**What is being asked:**
The word "stream" appears in some lines of the records below; state how many lines, and nothing else.

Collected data
•••••

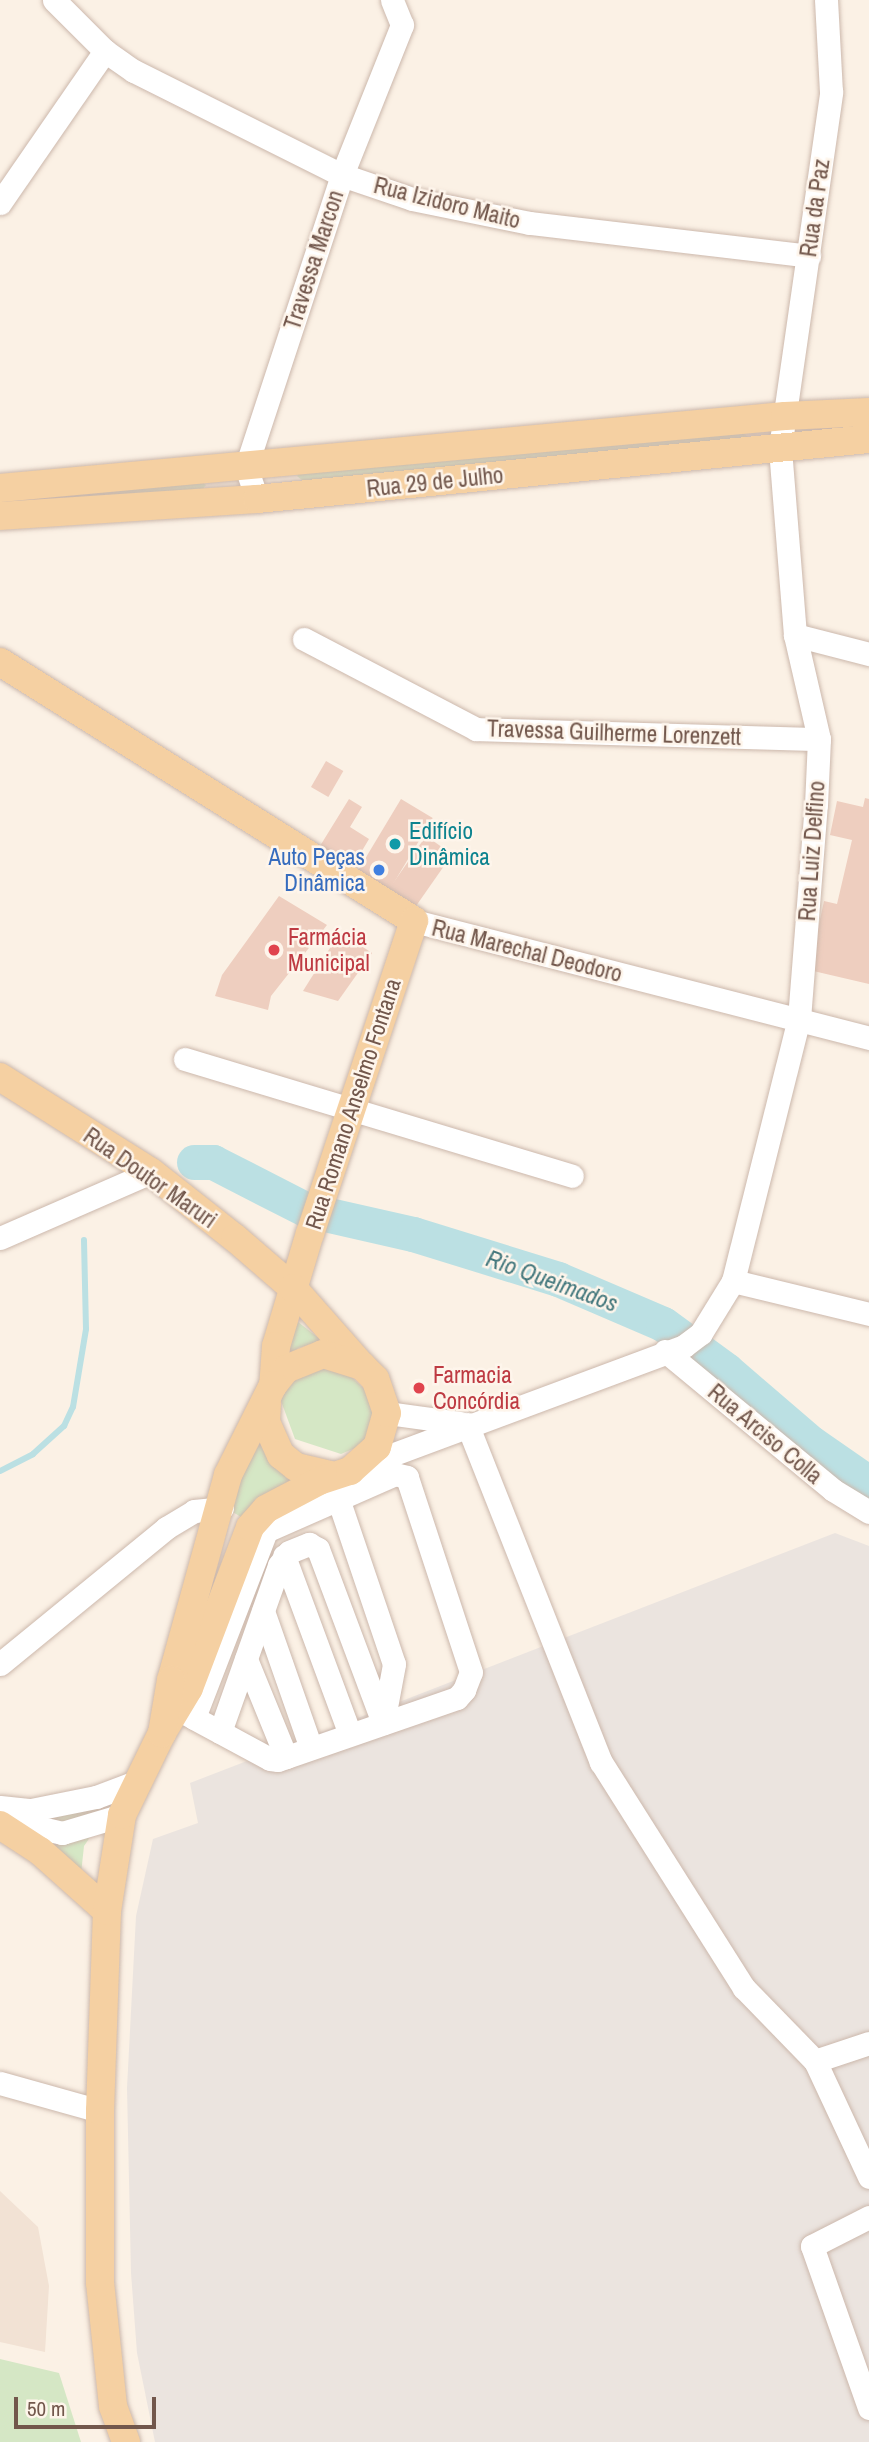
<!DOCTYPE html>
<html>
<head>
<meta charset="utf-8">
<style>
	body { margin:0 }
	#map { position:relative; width:869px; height:2442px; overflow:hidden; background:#fbf1e5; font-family:"Archivo Narrow",sans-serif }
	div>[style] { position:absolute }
	.residential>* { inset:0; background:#f2e2d4 }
	.industrial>* { inset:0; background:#ebe4df }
	.green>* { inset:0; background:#d5e7c5 }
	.stream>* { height:6px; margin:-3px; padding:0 3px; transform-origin:3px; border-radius:3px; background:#bbe0e3 }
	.river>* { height:35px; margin:-17.5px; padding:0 17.5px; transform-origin:17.5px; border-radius:17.5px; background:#bbe0e3 }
	.building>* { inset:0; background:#eecebf; transform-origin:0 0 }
	.roads { filter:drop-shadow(0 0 2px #ccb8ac) drop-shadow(0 0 2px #ccb8ac) }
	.minor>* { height:23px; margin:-11.5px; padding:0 11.5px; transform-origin:11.5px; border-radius:11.5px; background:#fff }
	.major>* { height:28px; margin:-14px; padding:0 14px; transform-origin:14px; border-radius:14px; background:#f5d0a2 }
	.dots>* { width:19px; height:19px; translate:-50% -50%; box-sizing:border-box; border:4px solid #fef5eb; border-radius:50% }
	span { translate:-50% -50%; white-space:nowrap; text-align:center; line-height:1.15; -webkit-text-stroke:5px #fef5eb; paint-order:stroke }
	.street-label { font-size:23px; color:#72574c }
	.culture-label { font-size:23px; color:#0d838f }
	.left { translate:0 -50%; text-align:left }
	.shop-label { font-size:23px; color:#366cbe }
	.right { translate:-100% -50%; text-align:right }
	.health-label { font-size:23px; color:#be3a42 }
	.water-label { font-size:24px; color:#44787d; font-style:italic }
	.scale { position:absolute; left:14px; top:2397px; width:142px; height:32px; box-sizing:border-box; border:4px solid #72574c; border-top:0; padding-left:9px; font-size:21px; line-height:24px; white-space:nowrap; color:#72574c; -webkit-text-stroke:5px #fef5eb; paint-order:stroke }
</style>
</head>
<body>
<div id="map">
	<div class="residential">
		<div style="clip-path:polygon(0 2191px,38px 2227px,49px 2286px,45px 2352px,0 2342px)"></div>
	</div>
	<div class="industrial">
		<div style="clip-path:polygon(835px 1533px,869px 1546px,869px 2442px,155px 2442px,137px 2353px,131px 2273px,127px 2088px,136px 1916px,153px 1839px,198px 1823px,190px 1783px)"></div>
	</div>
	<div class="green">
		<div style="clip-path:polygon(739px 430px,748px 437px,740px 446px,308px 485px,297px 476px,306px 467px)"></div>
		<div style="clip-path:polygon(197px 479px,206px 485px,198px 494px,0 512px,0 494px)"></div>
		<div style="clip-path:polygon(293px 1318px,330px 1347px,311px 1344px,298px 1348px,289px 1358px)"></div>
		<div style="clip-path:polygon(308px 1366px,346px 1372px,374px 1398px,372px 1441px,341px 1454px,295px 1439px,281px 1401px,289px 1383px)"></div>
		<div style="clip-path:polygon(260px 1440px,294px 1479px,241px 1517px,231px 1511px,253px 1443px)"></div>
		<div style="clip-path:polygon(103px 1800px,97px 1817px,70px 1824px,38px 1820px)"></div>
		<div style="clip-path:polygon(97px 1827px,84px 1846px,80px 1883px,43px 1840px)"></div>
		<div style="clip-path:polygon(0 2359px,59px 2373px,81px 2442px,0 2442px)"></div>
	</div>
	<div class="stream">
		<div style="left:0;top:1471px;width:37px;rotate:-27deg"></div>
		<div style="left:33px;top:1454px;width:42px;rotate:-42.1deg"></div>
		<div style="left:64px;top:1426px;width:21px;rotate:-65deg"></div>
		<div style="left:73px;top:1407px;width:79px;rotate:-80.5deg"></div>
		<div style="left:86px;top:1329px;width:89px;rotate:-91.3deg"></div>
	</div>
	<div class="river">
		<div style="left:194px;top:1162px;width:19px"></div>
		<div style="left:213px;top:1162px;width:106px;rotate:27.1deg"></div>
		<div style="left:307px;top:1210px;width:109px;rotate:12.8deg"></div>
		<div style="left:413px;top:1234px;width:152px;rotate:17.2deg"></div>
		<div style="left:558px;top:1279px;width:114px;rotate:23.2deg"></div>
		<div style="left:663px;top:1324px;width:78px;rotate:36.1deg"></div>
		<div style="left:726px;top:1370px;width:112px;rotate:40.7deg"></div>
		<div style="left:811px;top:1443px;width:70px;rotate:34.6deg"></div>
	</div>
	<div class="building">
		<div style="left:326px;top:761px;width:20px;height:30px;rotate:30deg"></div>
		<div style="clip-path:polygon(865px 798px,869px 799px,869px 984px,809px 970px,824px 901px,837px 904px,852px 840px,830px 835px,837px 801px,863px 807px)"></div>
		<div style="clip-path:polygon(349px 799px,362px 807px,350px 827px,369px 839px,353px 866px,320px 846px)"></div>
		<div style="left:401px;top:799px;width:37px;height:84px;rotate:31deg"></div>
		<div style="left:426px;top:836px;width:32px;height:64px;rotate:35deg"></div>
		<div style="clip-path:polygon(279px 896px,327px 925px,271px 996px,268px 1010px,215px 996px,222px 975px)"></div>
		<div style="clip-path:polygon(340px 932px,372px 953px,338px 1001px,303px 991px)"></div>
	</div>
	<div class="roads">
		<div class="minor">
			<div style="left:54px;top:0;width:72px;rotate:45deg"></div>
			<div style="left:105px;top:51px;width:35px;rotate:35deg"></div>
			<div style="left:134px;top:71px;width:233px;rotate:26.6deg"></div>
			<div style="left:342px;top:175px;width:74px;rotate:18.9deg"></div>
			<div style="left:412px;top:199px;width:120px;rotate:11.5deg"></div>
			<div style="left:530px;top:223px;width:281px;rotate:6.7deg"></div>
			<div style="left:0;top:203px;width:185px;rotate:-55.4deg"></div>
			<div style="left:257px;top:499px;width:34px;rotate:-109deg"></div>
			<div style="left:246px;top:467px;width:307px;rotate:-71.8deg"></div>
			<div style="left:342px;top:175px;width:162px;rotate:-68.2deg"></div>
			<div style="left:402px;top:25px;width:27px;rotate:-112deg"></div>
			<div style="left:795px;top:635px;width:76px;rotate:14.4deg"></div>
			<div style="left:304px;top:639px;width:194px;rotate:27.6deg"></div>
			<div style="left:476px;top:729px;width:343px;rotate:1.7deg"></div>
			<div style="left:414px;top:921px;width:470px;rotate:14.4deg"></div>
			<div style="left:185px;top:1059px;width:404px;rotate:16.8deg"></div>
			<div style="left:0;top:1238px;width:165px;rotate:-23.6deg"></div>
			<div style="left:733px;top:1281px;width:140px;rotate:13.6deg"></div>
			<div style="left:665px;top:1351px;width:218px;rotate:39.6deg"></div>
			<div style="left:833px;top:1490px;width:42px;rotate:31.4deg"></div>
			<div style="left:387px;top:1413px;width:74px;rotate:7.8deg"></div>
			<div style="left:467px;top:1424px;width:364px;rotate:68.4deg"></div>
			<div style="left:601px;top:1762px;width:267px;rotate:57.7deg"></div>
			<div style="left:744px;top:1988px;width:102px;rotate:45.8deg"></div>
			<div style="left:815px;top:2061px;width:128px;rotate:65deg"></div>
			<div style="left:359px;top:1467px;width:347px;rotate:-20.4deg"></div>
			<div style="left:684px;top:1346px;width:21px;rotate:-37deg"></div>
			<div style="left:701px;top:1333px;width:61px;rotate:-58.4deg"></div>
			<div style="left:733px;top:1281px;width:270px;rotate:-75.9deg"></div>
			<div style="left:799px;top:1019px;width:215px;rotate:-85.5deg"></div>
			<div style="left:816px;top:805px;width:66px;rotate:-87.4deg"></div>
			<div style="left:819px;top:739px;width:107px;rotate:-103deg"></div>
			<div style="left:795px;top:635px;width:188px;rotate:-94.6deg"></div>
			<div style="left:780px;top:448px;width:360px;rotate:-81.8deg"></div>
			<div style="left:831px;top:92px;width:92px;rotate:-93.1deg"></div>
			<div style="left:284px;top:1556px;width:190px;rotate:69.7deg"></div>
			<div style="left:263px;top:1611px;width:145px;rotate:70.7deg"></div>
			<div style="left:246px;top:1659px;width:106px;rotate:67.8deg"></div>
			<div style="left:0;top:1664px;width:215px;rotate:-39.3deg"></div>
			<div style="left:166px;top:1528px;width:33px;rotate:-31deg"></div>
			<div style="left:194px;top:1511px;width:28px;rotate:-6deg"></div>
			<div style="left:176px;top:1708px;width:21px;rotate:29deg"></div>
			<div style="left:194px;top:1718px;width:86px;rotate:28.3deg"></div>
			<div style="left:270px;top:1759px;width:8px;rotate:7deg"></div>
			<div style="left:278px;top:1760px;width:189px;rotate:-19.1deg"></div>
			<div style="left:457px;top:1698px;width:11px;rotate:-49deg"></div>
			<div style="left:464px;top:1690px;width:19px;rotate:-69deg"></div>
			<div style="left:471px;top:1672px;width:205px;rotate:-108.2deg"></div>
			<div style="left:407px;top:1477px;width:12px;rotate:-166deg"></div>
			<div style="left:395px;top:1474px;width:141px;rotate:156.2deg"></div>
			<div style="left:266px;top:1531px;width:200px;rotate:111.1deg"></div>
			<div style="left:220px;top:1732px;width:177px;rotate:-70.5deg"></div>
			<div style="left:279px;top:1565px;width:16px;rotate:-52deg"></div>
			<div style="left:289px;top:1552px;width:22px;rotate:-22deg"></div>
			<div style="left:309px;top:1544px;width:10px;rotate:29deg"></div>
			<div style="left:318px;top:1549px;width:186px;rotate:69.5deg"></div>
			<div style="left:383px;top:1723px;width:60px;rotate:-79.4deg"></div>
			<div style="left:394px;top:1664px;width:174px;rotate:-108.7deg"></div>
			<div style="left:0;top:1807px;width:31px;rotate:6deg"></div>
			<div style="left:31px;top:1810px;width:66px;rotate:-11.3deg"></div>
			<div style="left:96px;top:1797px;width:43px;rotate:-20.6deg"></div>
			<div style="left:3px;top:1819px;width:61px;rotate:13.3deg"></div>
			<div style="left:62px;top:1833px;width:63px;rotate:-16.7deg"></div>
			<div style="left:815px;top:2061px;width:57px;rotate:-18.4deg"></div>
			<div style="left:0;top:2083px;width:104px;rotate:15.6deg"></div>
			<div style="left:869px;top:2217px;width:64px;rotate:153deg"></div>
			<div style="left:812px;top:2246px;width:172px;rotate:70.6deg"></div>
		</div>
		<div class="major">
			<div style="left:0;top:488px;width:788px;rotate:-5.24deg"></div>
			<div style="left:785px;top:416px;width:84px;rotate:-2.7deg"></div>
			<div style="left:0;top:516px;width:258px;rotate:-3.8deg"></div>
			<div style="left:257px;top:499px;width:615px;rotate:-5.6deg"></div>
			<div style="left:0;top:662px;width:488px;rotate:32deg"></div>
			<div style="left:414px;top:921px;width:329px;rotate:108.4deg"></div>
			<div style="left:310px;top:1233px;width:118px;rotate:106.7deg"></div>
			<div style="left:276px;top:1346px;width:39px;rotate:94deg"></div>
			<div style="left:0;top:1077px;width:178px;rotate:32.2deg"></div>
			<div style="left:151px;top:1172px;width:107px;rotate:38.2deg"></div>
			<div style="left:235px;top:1238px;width:77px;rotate:40.8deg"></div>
			<div style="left:293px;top:1288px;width:101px;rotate:48.6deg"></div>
			<div style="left:267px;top:1403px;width:19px;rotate:93deg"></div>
			<div style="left:266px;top:1422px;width:36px;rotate:66deg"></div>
			<div style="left:281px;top:1455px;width:19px;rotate:39deg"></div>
			<div style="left:296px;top:1467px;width:36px;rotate:13deg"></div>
			<div style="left:0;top:1825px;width:48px;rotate:33deg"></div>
			<div style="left:40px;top:1851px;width:90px;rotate:41.8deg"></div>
			<div style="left:126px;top:2442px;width:38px;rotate:-110deg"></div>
			<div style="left:113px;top:2406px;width:124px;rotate:-96deg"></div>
			<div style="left:100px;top:2283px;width:172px;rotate:-90deg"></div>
			<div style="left:100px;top:2111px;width:200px;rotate:-88deg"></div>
			<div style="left:107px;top:1911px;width:97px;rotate:-81.1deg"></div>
			<div style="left:122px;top:1815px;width:91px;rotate:-64deg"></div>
			<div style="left:162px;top:1733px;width:52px;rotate:-59deg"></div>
			<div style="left:189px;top:1688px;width:172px;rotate:-69.2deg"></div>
			<div style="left:250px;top:1527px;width:24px;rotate:-48deg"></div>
			<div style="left:266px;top:1509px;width:60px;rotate:-27.8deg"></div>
			<div style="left:319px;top:1481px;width:33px;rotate:-18deg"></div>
			<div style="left:350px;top:1471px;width:36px;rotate:-42deg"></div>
			<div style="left:377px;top:1447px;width:35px;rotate:-74deg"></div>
			<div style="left:387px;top:1413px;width:36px;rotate:-109deg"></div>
			<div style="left:375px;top:1379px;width:18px;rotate:-135deg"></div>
			<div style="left:362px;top:1366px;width:41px;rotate:-162.9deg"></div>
			<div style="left:323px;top:1354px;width:40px;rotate:158deg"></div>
			<div style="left:286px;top:1369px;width:21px;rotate:129deg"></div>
			<div style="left:273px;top:1385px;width:101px;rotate:116.6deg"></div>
			<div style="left:228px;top:1475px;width:213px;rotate:105.5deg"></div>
			<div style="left:171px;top:1680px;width:54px;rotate:99.6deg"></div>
		</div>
	</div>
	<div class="dots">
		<div style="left:395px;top:844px;background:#0f9aa8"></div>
		<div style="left:379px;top:870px;background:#3f7fe0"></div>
		<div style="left:274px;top:950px;background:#e0444e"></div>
		<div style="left:419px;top:1388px;background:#e0444e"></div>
	</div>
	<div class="street-label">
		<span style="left:447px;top:203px;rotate:14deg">Rua Izidoro Maito</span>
		<span style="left:815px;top:208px;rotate:-82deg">Rua da Paz</span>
		<span style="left:314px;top:260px;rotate:-72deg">Travessa Marcon</span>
		<span style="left:435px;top:482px;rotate:-6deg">Rua 29 de Julho</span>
		<span style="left:614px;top:733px;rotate:2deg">Travessa Guilherme Lorenzett</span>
		<span style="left:812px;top:851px;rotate:-86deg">Rua Luiz Delfino</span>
		<span style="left:527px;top:951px;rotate:14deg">Rua Marechal Deodoro</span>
		<span style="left:353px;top:1104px;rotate:-72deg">Rua Romano Anselmo Fontana</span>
		<span style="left:150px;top:1178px;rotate:35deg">Rua Doutor Maruri</span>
		<span style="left:765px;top:1434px;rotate:40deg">Rua Arciso Colla</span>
	</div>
	<div class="culture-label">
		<span class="left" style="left:409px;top:844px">Edifício<br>Dinâmica</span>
	</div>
	<div class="shop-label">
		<span class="right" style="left:365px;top:870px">Auto Peças<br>Dinâmica</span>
	</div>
	<div class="health-label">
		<span class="left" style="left:288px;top:950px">Farmácia<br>Municipal</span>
		<span class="left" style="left:433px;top:1388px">Farmacia<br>Concórdia</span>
	</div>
	<div class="water-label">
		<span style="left:552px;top:1281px;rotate:20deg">Rio Queimados</span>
	</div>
	<div class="scale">50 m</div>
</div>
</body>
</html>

•••••

**Result of the task:**
2